Ночами Ларжо плавал в этой темной массе, а днем боролся с желанием и муками совести. Забвение приходило только во время службы и торжеств, как только он надевал белую альбу и ризу, или, когда читал Священное Писание, один или на людях: Петр сказал Ему в ответ: Ты — Христос, и Он начал учить их, что Сыну Человеческому много должно пострадать, быть отвержену старейшинами, первосвященниками и книжниками, и быть убиту, и в третий день воскреснуть, — Имя произнесено, и все сказано.
Матильда
Аббат Ларжо, тогда шестидесятипятилетний, чувствовал, что силы его на исходе. Не физические, но духовные; он открылся своему духовнику, который посоветовал ему удалиться на время в монастырь или даже просто уйти на пенсию, в дом престарелых. Священник не сделал ни того, ни другого. Он продолжал отважно бороться с бесами в одиночестве, хотя молился меньше и глушил себя, все больше полагаясь на сливовицу. Он проводил дни в ожидании прихода Матильды; говорил ей: а, Матильдочка пришла, как жизнь сегодня, и Матильда улыбалась в ответ. Он осматривал ее с головы до ног и неизменно видел голую актрису из далекой юности — может, оттого, что находил в лице у Матильды некоторое сходство с ней, потом отводил глаза и вливал в себя еще порцию красного или наливки, даже иногда не дожидаясь ухода предмета своей страсти. Затем хватался за часослов или жития святых и пытался переключиться, но безуспешно.

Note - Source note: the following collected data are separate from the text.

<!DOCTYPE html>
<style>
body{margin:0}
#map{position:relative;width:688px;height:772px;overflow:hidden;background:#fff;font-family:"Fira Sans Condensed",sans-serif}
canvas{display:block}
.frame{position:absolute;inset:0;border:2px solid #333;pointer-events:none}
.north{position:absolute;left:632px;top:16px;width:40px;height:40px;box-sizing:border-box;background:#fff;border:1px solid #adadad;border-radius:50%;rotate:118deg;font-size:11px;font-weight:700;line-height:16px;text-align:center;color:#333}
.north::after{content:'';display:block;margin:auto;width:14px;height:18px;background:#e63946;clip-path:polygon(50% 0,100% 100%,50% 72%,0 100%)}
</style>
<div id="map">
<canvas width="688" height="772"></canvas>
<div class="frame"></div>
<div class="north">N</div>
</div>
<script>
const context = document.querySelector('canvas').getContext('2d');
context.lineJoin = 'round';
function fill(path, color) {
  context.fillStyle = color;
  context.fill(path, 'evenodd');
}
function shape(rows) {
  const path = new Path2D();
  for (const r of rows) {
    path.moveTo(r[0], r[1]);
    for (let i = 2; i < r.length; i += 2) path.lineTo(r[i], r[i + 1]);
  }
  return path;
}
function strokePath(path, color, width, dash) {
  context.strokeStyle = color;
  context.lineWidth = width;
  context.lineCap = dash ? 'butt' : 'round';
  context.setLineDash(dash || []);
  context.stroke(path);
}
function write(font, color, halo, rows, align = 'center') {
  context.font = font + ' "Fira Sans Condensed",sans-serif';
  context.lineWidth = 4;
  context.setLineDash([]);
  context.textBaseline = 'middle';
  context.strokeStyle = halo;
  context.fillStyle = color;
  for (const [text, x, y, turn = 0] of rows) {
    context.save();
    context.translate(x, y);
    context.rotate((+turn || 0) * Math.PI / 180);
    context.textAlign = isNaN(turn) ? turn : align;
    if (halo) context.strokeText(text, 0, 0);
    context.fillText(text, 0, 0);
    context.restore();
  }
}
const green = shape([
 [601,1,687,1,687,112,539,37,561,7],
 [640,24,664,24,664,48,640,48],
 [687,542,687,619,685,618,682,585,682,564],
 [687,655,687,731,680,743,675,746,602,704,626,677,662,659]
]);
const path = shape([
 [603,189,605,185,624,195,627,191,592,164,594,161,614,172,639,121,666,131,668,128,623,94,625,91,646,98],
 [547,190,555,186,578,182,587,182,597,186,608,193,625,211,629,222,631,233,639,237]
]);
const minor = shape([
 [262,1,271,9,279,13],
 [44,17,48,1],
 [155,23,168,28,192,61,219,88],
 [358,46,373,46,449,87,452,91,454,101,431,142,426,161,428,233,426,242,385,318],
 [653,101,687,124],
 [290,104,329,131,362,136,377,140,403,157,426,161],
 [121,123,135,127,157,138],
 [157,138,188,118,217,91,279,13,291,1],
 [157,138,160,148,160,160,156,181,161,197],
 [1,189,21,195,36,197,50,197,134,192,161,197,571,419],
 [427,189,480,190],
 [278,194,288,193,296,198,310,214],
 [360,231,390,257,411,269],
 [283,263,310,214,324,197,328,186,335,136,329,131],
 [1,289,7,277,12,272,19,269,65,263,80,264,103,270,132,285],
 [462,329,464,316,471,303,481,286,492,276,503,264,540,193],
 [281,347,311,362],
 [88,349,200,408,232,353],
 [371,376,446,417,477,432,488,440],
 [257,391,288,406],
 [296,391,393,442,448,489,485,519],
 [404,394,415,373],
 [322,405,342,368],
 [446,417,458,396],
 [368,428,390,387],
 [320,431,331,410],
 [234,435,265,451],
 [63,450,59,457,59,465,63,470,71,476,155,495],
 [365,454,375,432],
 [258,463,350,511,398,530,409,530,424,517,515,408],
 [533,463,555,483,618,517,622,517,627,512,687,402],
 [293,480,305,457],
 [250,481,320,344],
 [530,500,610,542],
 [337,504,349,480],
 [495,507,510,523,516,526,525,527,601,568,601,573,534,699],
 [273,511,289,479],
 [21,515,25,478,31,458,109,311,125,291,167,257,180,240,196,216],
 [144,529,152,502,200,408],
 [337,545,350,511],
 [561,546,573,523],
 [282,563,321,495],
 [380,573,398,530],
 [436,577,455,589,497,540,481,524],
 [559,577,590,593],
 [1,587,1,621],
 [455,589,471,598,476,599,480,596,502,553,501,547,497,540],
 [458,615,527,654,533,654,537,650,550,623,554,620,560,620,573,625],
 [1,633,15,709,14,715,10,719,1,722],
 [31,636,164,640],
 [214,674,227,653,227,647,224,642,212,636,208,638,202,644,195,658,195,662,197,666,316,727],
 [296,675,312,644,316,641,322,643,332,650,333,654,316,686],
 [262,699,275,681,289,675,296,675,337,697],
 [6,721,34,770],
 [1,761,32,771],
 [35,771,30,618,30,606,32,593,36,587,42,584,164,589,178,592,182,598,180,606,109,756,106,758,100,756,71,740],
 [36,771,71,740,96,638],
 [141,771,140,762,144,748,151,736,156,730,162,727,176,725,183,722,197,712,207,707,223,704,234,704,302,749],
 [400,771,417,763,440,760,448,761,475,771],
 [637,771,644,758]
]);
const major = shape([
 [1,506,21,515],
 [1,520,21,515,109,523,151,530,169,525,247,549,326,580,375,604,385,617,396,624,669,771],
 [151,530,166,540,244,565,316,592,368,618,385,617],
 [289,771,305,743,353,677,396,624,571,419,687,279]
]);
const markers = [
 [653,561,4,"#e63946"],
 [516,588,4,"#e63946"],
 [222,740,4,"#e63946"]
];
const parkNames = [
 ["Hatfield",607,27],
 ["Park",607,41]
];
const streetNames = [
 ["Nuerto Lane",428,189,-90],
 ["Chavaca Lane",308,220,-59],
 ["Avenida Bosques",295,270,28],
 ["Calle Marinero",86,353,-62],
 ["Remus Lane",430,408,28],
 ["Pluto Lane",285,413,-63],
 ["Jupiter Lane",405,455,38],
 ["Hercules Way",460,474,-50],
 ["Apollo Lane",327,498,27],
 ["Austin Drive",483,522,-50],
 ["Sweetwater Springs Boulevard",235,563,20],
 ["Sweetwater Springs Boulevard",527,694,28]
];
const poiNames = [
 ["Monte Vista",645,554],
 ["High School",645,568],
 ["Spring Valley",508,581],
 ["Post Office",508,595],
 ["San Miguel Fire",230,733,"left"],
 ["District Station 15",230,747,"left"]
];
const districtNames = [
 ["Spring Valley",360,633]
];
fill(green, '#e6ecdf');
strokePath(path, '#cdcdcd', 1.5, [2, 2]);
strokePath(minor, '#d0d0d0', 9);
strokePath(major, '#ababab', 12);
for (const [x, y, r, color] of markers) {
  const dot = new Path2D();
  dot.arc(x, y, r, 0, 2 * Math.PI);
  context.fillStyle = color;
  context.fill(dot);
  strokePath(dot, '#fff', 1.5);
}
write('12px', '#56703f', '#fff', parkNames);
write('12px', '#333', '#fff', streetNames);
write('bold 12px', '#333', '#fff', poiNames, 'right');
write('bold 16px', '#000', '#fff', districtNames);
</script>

Тогда он уходил в поля, и вспоминал Писание — шагая мимо ворон в полях, мимо скворцов, черными росчерками летающих в облаках, и проходил мимо садов у берега реки, думал о чуде в Книге Иезекииля. Вода сойдет на равнину и войдет в море; и воды его сделаются здоровыми… И всякое живущее существо, пресмыкающееся там, где войдут струи, будет живо; и рыбы будет весьма много, потому что войдет туда эта вода, и воды в море сделаются здоровыми, и, куда войдет этот поток, все будет живо там.
У потока по берегам его, с той и другой стороны, будут расти всякие дерева, доставляющие пищу: листья их не будут увядать, и плоды на них не будут истощаться; каждый месяц будут созревать новые, потому что вода для них течет из святилища; плоды их будут употребляемы в пищу, а листья на врачевание. Аббат Ларжо часто читал этот отрывок в церкви, и он срывал несколько знакомых листьев для настоя, и наконец возвращался домой, обойдя всю деревню и спрашивая себя, как может всякая вещь одновременно так усердно славить Господа и столь же явно свидетельствовать о забвении Его, и, вернувшись в пресвитерий, погружался в наступающий мрак, заброшенность и пьянство.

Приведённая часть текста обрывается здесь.